Gather the lines below that include the string "labels", copying each in full.

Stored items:
== Segment start ==

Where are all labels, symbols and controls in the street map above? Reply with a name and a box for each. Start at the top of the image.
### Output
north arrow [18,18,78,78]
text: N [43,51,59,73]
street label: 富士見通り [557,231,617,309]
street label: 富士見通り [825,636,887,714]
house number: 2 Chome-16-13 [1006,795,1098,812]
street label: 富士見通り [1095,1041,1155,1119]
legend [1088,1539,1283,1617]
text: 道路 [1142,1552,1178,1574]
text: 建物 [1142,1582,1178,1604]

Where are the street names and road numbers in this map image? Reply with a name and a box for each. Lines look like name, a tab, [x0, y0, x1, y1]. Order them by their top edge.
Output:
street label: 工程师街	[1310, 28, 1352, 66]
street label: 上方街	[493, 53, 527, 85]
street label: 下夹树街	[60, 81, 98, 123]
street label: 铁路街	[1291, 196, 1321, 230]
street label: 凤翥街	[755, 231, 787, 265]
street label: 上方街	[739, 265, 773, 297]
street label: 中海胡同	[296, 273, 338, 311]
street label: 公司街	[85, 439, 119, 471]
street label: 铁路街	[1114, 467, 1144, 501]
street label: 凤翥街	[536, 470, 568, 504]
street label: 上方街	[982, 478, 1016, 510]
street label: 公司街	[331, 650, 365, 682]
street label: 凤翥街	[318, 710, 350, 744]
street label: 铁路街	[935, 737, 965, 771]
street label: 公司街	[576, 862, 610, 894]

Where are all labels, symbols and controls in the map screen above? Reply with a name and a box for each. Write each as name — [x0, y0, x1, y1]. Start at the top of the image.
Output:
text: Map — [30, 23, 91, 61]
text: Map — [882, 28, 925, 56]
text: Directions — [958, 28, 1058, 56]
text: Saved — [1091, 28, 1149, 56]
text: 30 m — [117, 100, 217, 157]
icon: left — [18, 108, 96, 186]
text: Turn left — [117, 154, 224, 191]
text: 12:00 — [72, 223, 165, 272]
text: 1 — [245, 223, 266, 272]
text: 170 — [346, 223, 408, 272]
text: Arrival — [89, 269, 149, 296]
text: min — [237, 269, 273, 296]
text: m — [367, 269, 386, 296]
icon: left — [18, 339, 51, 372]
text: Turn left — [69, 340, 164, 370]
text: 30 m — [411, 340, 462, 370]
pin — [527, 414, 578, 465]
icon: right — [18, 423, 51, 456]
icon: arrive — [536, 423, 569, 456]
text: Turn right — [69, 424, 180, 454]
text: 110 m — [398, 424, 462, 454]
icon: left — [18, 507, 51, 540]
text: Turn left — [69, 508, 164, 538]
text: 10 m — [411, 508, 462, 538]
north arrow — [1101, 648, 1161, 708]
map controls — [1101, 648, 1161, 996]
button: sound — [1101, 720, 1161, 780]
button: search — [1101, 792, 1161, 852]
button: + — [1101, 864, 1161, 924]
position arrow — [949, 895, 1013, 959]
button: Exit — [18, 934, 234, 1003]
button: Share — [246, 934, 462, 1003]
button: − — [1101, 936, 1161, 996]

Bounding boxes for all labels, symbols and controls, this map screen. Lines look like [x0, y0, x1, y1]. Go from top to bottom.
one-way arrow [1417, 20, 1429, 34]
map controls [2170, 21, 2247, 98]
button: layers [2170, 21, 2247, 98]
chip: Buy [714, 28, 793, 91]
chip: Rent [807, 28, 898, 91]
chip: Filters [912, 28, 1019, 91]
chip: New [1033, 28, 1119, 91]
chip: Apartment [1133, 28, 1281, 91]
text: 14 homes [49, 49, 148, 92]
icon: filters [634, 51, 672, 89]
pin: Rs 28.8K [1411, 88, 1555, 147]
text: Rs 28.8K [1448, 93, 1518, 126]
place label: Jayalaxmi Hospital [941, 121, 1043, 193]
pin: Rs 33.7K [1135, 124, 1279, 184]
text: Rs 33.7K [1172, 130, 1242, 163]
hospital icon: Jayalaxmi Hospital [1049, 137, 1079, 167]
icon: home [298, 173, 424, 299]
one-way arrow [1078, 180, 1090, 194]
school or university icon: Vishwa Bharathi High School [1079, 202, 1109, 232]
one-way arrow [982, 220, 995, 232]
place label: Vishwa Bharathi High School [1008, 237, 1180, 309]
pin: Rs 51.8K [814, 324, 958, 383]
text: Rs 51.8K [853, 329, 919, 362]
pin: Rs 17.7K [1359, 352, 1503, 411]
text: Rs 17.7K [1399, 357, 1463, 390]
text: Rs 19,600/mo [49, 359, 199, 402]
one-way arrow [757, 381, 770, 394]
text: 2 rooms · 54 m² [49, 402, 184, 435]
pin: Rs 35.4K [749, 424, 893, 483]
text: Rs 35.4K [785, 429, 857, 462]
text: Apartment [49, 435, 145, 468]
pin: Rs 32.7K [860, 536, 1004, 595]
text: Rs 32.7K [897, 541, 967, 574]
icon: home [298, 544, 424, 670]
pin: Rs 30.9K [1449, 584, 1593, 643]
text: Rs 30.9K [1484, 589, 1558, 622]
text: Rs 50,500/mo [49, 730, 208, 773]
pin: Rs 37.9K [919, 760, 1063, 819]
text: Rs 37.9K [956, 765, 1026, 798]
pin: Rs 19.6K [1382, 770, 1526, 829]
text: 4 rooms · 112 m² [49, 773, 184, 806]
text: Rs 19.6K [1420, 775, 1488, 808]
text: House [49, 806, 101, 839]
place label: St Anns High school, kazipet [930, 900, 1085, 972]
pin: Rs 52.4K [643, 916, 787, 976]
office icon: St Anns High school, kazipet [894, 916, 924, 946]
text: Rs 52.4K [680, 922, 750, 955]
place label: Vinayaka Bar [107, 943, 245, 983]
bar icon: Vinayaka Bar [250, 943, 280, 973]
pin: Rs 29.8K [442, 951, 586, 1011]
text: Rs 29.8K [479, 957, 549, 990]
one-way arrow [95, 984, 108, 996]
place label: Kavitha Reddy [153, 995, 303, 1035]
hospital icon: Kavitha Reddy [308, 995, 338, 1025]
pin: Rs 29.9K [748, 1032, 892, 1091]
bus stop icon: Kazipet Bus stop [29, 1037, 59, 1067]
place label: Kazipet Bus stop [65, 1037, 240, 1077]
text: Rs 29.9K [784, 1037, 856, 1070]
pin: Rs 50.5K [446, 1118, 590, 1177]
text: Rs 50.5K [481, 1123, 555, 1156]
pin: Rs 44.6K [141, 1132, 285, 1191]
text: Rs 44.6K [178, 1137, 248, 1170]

== Segment end ==

TASK ANSWER
Where are all labels, symbols and controls in the street map above? Reply with a name and a box for each. Start at the top of the image.
Where are all labels, symbols and controls in the map screen above? Reply with a name and a box for each. Write each as name — [x0, y0, x1, y1]. Start at the top of the image.
Bounding boxes for all labels, symbols and controls, this map screen. Lines look like [x0, y0, x1, y1]. Go from top to bottom.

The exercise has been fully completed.